Add Microsoft xoauth2 support

[ChristophWurst]

Fixes #6591

Todo

• Requires Move OAuth access token into a dedicated column #7721
• Oauth workflow
• User UI
• Admin UI

[ChristophWurst]

User UI

I'm facing a little challenge here.

Generally speaking, IMAP accounts with password auth require us to ask the user for a password. XOAUTH2 accounts do not need a password but use a popup screen for the vendor.

With the Gmail XOAUTH2 integration I chose to hide the password input as soon as someone enters an email address that ends with @gmail.com. This works. But it only works for Gmail accounts with the default Gmail domain. Any custom domain hosted by Google falls short. This was acceptable for a first version.

Now, with Microsoft, it seems even more likely that someone uses a domain that doesn't easily allow us to detect it's hosted by Microsoft. Some accounts seem to end with @onmicrosoft.com but there are many more.

A more sophisticated approach for detecting Gmail and Microsoft accounts is to use the IMAP and SMTP hosts found by auto config detection. But auto config detection only happens after the user clicks on Connect. At that point we should already have hidden the password, or not.

So there are at least two approaches we can take here.

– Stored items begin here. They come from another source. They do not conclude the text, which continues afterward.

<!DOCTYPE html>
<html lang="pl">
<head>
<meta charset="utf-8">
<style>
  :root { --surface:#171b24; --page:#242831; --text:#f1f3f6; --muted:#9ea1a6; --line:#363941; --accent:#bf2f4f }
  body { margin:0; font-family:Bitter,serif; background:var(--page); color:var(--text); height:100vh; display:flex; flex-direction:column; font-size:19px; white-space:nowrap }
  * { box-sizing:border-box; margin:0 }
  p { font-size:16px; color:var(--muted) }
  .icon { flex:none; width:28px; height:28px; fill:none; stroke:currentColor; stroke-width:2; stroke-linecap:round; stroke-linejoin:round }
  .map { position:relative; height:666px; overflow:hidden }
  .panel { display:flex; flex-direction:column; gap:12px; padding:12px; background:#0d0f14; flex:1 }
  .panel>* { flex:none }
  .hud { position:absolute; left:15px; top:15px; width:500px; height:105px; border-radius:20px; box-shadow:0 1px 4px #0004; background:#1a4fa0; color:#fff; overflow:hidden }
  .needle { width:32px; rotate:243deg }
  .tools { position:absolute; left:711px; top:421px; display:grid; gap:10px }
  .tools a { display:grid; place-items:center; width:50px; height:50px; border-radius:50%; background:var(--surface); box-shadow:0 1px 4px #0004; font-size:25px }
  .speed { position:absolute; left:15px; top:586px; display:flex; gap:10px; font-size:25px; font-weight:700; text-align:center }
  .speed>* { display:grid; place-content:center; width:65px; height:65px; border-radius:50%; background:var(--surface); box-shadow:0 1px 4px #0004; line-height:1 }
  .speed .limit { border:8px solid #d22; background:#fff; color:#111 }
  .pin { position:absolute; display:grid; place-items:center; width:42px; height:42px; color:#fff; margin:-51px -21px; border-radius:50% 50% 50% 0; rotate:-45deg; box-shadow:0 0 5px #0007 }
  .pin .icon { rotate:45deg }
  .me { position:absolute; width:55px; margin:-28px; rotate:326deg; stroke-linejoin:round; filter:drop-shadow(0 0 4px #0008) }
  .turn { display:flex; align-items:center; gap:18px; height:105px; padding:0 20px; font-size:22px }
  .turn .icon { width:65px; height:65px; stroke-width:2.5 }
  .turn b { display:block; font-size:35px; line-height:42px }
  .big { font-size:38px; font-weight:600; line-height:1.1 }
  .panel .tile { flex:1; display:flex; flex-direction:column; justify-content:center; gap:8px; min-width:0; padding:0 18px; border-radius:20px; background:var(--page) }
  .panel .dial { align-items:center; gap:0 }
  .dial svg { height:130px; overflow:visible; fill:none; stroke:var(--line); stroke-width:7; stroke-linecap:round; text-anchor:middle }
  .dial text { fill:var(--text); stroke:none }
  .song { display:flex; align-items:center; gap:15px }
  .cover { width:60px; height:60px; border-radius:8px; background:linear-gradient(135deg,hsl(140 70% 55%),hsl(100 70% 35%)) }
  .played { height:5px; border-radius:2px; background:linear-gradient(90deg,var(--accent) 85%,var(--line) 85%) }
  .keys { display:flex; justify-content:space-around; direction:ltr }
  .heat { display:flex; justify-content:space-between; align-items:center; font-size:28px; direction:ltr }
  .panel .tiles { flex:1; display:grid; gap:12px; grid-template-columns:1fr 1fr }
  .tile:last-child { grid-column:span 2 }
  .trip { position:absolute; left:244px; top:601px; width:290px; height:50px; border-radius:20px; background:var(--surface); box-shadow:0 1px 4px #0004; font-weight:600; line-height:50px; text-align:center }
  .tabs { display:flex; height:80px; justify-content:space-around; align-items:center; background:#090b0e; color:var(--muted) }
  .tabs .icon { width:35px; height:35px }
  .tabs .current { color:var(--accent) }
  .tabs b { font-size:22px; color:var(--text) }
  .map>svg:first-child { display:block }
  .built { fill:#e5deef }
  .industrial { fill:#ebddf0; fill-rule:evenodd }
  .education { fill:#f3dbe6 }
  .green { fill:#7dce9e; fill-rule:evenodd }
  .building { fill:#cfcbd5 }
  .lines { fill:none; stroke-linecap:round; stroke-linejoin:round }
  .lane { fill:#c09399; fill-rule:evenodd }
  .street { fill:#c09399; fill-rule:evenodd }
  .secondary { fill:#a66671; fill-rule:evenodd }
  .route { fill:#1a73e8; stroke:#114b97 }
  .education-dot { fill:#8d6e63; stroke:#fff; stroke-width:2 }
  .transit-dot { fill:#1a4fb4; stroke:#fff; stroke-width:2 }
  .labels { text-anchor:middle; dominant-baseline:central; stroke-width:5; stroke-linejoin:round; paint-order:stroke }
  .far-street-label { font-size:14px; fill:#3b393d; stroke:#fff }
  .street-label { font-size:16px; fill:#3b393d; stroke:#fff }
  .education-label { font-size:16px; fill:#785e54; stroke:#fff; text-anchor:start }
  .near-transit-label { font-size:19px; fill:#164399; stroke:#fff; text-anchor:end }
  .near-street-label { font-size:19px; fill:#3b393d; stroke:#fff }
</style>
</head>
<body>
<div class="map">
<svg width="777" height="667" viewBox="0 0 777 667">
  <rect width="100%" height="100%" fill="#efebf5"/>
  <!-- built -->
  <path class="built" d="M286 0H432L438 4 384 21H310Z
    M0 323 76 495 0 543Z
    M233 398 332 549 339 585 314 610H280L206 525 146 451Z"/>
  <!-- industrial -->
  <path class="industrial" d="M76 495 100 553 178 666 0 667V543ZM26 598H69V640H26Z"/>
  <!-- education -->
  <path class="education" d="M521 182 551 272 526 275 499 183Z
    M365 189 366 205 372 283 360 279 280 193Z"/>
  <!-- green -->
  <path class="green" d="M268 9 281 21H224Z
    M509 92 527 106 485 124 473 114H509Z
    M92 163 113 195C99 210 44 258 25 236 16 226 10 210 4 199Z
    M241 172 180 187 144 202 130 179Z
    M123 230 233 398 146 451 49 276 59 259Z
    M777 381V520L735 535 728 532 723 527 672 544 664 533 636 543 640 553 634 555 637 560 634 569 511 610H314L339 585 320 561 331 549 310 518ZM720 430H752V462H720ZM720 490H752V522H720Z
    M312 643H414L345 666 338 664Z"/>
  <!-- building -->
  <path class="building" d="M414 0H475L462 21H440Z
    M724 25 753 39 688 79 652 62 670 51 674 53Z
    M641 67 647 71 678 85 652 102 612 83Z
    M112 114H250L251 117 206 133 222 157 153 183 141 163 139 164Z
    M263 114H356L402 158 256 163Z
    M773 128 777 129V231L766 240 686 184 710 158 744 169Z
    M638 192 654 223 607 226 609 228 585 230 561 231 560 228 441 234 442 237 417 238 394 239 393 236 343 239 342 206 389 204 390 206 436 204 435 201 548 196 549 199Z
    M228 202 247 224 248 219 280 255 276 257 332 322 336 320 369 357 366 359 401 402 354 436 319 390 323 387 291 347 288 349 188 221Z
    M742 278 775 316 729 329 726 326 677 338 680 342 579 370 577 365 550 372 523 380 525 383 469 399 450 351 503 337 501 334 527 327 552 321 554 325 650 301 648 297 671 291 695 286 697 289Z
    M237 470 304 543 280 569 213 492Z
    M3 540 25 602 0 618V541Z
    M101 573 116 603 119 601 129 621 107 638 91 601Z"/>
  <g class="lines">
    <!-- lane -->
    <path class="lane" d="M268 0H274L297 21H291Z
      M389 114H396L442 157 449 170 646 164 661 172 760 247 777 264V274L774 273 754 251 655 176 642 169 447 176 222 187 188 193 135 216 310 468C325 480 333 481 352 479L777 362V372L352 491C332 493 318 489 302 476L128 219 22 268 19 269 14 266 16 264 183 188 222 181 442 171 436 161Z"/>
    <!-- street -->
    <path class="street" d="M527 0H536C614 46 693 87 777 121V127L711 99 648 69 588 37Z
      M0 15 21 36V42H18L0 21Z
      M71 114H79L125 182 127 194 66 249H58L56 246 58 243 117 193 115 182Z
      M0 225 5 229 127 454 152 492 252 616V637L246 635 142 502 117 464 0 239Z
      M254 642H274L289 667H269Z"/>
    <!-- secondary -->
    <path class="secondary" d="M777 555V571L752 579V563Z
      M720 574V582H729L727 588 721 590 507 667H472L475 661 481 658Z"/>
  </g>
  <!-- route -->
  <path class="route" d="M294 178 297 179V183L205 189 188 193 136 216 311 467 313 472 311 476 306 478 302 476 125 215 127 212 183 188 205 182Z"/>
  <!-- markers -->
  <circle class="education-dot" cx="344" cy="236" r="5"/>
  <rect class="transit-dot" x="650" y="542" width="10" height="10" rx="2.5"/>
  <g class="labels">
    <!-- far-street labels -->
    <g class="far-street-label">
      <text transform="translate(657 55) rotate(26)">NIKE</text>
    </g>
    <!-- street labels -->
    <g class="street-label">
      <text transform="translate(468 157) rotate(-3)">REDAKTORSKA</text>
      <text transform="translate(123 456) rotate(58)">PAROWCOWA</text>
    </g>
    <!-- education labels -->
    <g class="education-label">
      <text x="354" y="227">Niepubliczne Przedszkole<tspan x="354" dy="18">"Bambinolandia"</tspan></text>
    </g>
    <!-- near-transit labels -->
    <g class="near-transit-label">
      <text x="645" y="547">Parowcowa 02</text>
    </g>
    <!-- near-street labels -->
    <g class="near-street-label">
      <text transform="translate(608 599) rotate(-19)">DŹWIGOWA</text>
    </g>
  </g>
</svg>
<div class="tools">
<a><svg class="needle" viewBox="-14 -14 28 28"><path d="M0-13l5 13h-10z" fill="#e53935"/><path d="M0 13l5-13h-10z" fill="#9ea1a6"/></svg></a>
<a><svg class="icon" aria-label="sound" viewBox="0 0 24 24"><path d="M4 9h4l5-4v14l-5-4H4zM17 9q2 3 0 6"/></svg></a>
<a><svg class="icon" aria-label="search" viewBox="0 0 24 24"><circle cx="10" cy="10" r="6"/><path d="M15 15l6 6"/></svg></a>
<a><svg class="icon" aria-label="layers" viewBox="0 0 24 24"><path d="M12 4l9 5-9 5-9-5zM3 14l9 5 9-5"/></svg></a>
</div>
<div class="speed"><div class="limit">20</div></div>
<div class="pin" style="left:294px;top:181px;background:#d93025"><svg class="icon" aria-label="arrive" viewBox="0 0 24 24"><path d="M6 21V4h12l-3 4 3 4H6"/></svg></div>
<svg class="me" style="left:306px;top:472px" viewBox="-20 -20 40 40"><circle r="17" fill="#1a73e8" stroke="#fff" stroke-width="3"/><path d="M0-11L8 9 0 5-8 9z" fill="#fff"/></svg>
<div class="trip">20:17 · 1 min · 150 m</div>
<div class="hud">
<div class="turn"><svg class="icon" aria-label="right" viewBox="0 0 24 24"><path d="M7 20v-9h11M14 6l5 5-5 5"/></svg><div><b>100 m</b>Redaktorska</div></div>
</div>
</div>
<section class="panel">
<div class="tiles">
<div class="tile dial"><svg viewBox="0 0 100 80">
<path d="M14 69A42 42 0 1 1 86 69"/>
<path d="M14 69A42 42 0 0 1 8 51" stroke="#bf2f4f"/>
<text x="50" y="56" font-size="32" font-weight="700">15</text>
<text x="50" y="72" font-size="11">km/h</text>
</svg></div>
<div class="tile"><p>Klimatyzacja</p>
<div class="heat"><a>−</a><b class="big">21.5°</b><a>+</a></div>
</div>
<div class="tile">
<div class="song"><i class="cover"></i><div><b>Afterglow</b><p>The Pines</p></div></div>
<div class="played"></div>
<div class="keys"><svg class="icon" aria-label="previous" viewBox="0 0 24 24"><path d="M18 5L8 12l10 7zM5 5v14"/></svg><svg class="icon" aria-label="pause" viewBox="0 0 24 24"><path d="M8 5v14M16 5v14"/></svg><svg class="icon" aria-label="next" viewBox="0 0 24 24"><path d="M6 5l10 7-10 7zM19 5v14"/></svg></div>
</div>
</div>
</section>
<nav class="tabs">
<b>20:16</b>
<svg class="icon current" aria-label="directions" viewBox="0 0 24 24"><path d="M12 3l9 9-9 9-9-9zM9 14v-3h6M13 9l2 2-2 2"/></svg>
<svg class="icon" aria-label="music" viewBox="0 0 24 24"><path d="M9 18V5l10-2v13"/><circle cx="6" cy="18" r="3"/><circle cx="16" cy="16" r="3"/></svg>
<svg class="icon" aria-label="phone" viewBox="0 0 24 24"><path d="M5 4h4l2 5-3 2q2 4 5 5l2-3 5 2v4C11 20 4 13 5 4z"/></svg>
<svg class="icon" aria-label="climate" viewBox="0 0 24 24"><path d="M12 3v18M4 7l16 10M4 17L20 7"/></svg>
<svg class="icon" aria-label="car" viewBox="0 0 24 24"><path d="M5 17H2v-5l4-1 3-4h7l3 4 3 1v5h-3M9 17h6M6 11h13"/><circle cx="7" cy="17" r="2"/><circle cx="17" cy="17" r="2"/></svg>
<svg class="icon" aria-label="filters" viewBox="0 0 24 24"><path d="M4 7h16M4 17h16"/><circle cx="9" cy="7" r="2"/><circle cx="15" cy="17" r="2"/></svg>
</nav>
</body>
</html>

1. Always show the password input, but no longer make it required for auto mode. Manual mode stays as is.
   If we detect that the account uses password auth then we abort the setup right after auto detection
   If we detect that it's a Gmail or Microsoft account we just discard the password.
2. Change the setup into a multi step dialogue
   1. Ask for the name and email address
   2. Perform auto detection in the background
   3. If XOAUTH2, open the vendor popup
   4. If config for a password account could be detected, ask for the password
   5. If no config could be detected, show the manual setup

For simplicity I'll probably go with the first one.

[julianfairfax]

User UI

I'm facing a little challenge here.

Generally speaking, IMAP accounts with password auth require us to ask the user for a password. XOAUTH2 accounts do not need a password but use a popup screen for the vendor.

With the Gmail XOAUTH2 integration I chose to hide the password input as soon as someone enters an email address that ends with @gmail.com. This works. But it only works for Gmail accounts with the default Gmail domain. Any custom domain hosted by Google falls short. This was acceptable for a first version.

Now, with Microsoft, it seems even more likely that someone uses a domain that doesn't easily allow us to detect it's hosted by Microsoft. Some accounts seem to end with @onmicrosoft.com but there are many more.

A more sophisticated approach for detecting Gmail and Microsoft accounts is to use the IMAP and SMTP hosts found by auto config detection. But auto config detection only happens after the user clicks on Connect. At that point we should already have hidden the password, or not.

So there are at least two approaches we can take here.

1. Always show the password input, but no longer make it required for auto mode. Manual mode stays as is.
   If we detect that the account uses password auth then we abort the setup right after auto detection
   If we detect that it's a Gmail or Microsoft account we just discard the password.

2. Change the setup into a multi step dialogue
   
   1. Ask for the name and email address
   2. Perform auto detection in the background
   3. If XOAUTH2, open the vendor popup
   4. If config for a password account could be detected, ask for the password
   5. If no config could be detected, show the manual setup

For simplicity I'll probably go with the first one.

I'm looking forward to seeing this support in Nextcloud Mail!

[ChristophWurst]

Tada

[julianfairfax]

When this is merged, how long will it take to receive it as an update?

[ChristophWurst]

Please be patient and refrain from commenting on PRs unless the comment adds value to the code changes or discussion. We are struggling too many notifications already. The comments just slow us down. Thank you.

[st3iny]

Tested and works with my personal account.